According to the Microsoft Azure AI Fundamentals (AI-900) official study materials and Microsoft Learn module “Describe features of common AI workloads,” an anomaly detection workload is designed to identify data points or patterns that deviate significantly from what is expected or normal. These anomalies often indicate irregularities, faults, or potential issues that require attention.
In this scenario, the AI system monitors temperature data from a large machine. Normally, the machine operates within a predictable temperature range. When the AI detects sudden or unexpected temperature spikes or drops — behavior that does not match the historical pattern — it flags these occurrences as anomalies. This type of workload is fundamental in predictive maintenance and industrial monitoring, where it helps detect equipment failures, safety hazards, or energy inefficiencies before they escalate.

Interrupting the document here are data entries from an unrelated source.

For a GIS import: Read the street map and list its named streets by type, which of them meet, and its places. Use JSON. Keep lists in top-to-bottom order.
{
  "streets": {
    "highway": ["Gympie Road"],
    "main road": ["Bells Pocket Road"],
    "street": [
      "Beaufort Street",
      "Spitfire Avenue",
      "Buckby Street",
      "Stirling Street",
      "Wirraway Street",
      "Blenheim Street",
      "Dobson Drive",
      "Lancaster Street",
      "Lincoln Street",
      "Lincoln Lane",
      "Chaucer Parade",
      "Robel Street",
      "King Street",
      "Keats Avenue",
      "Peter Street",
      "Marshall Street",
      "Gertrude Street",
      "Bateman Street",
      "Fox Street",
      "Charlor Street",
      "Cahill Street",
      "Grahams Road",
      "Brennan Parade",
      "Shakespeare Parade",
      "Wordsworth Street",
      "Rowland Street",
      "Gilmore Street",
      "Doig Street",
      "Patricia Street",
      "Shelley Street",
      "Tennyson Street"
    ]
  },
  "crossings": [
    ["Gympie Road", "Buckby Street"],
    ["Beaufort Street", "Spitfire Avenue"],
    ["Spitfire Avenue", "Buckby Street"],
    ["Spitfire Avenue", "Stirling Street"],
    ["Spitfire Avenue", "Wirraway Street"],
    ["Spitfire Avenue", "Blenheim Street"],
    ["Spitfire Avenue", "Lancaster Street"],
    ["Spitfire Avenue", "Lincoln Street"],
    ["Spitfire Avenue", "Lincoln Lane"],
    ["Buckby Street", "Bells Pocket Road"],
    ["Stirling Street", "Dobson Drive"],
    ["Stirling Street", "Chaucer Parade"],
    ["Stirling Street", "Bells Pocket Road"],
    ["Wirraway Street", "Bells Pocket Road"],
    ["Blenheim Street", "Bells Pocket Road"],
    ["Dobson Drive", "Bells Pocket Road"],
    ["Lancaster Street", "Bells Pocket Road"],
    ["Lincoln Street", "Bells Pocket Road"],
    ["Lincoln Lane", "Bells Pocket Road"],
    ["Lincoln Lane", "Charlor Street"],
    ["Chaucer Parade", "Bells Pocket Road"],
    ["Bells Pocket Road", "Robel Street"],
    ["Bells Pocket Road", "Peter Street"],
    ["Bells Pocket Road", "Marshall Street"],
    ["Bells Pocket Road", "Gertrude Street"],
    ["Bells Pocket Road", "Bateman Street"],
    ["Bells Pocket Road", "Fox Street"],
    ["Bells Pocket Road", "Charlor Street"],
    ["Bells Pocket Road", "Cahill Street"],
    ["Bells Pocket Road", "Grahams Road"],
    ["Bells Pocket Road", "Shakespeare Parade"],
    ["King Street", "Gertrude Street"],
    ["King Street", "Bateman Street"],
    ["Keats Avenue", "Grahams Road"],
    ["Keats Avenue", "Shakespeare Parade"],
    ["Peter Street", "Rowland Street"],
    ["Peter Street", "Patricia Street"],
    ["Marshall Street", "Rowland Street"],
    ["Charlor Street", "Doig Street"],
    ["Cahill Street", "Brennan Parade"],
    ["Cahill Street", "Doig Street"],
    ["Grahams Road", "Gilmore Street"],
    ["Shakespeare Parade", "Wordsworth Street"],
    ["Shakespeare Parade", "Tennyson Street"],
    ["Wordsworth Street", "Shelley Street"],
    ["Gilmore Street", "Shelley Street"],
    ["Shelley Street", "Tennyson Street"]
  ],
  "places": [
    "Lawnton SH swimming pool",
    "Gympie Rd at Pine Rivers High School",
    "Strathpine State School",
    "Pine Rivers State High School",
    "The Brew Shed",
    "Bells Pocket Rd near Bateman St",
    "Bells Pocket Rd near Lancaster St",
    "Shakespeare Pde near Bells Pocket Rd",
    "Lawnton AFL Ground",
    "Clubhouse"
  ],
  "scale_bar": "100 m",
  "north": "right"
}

Microsoft’s AI-900 curriculum emphasizes that anomaly detection workloads are often used in:
Industrial IoT systems (detecting abnormal sensor readings or machine behavior)
Finance (fraud detection or unusual transaction monitoring)
Cybersecurity (detecting irregular network traffic or access patterns)
Operations (identifying abnormal variations in production data)
The Azure service used for this purpose is Azure Anomaly Detector, part of Azure Cognitive Services, which uses advanced statistical and machine learning models to automatically detect outliers in time-series data such as temperature, pressure, or transaction logs.
By comparison:
Computer vision handles image or video analysis.
Knowledge mining extracts insights from large document collections.
Natural Language Processing (NLP) interprets human language.
Thus, based on the official Microsoft AI-900 study guide and Microsoft Learn, the correct and verified answer is An anomaly detection workload, since detecting unusual temperature fluctuations precisely fits this AI workload type.